* EXERCISE
Print a faithful copy of the data below, word for word, with the pictures left out.

* EXERCISE INPUT
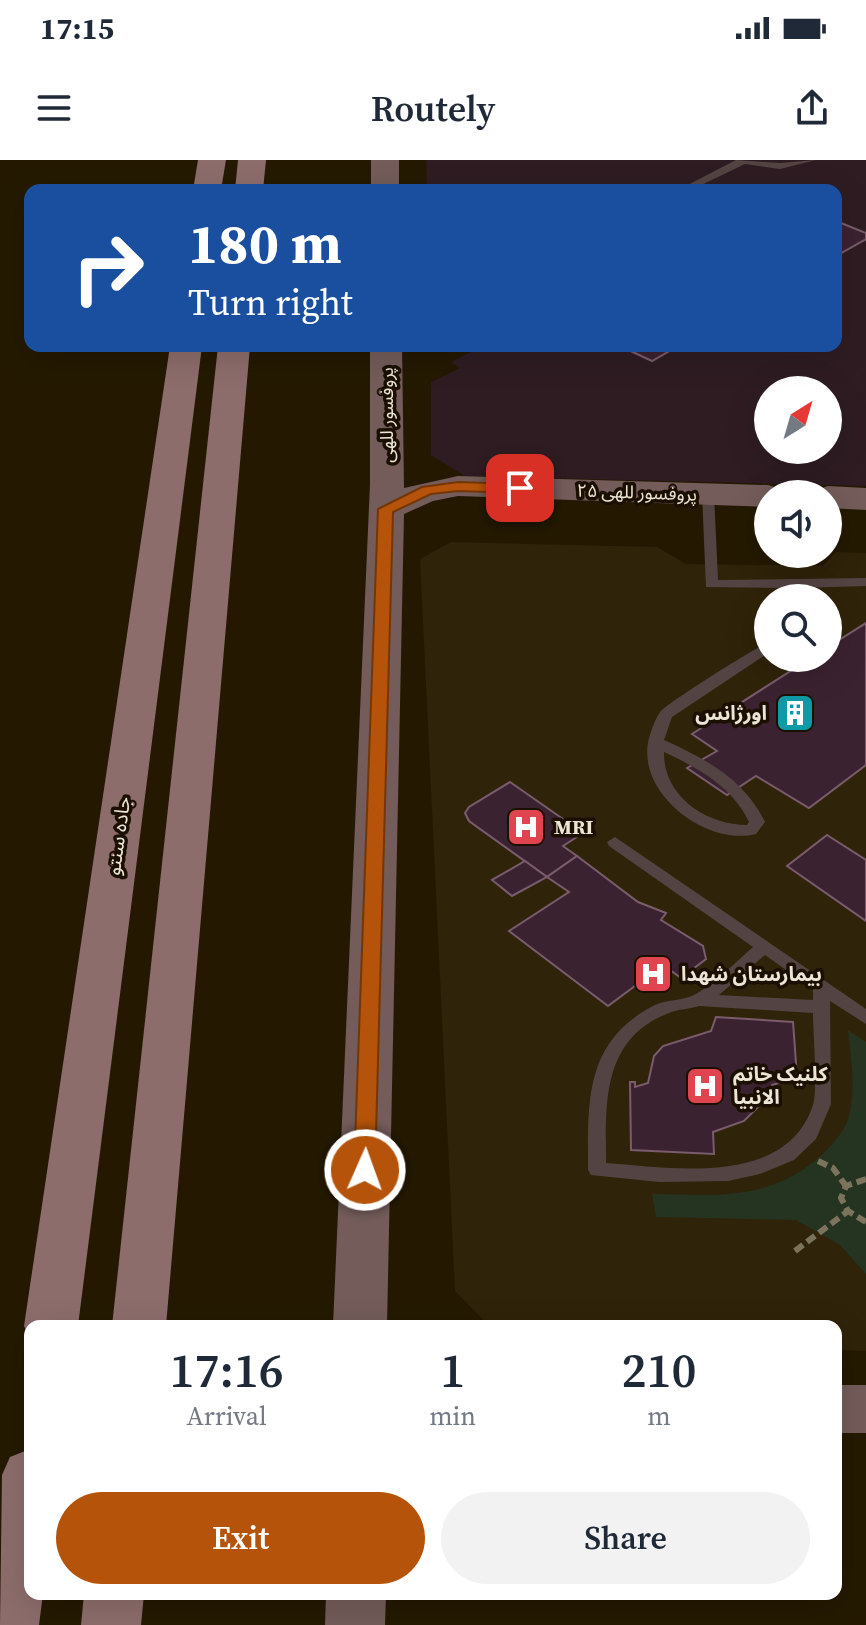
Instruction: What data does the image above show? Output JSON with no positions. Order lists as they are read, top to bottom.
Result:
{
  "streets": {
    "main road": ["جاده سنتو"],
    "street": ["پروفسور للهی", "پروفسور للهی ۲۵"]
  },
  "places": {
    "building": ["اورژانس"],
    "hospital": ["MRI", "بیمارستان شهدا", "کلنیک خاتم الانبیا"]
  },
  "north": "top right",
  "page": {
    "status": "17:15",
    "header": "Routely",
    "turn": ["180 m", "Turn right"],
    "eta": [
      "17:16",
      "Arrival",
      "1",
      "min",
      "210",
      "m"
    ],
    "buttons": ["Exit", "Share"]
  }
}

* REPLY TO THE TASK
Instruction: What data does the image above show? Output JSON with no positions. Order lists as they are read, top to bottom.
Result:
{
  "streets": {
    "main road": ["جاده سنتو"],
    "street": ["پروفسور للهی", "پروفسور للهی ۲۵"]
  },
  "places": {
    "building": ["اورژانس"],
    "hospital": ["MRI", "بیمارستان شهدا", "کلنیک خاتم الانبیا"]
  },
  "north": "top right",
  "page": {
    "status": "17:15",
    "header": "Routely",
    "turn": ["180 m", "Turn right"],
    "eta": [
      "17:16",
      "Arrival",
      "1",
      "min",
      "210",
      "m"
    ],
    "buttons": ["Exit", "Share"]
  }
}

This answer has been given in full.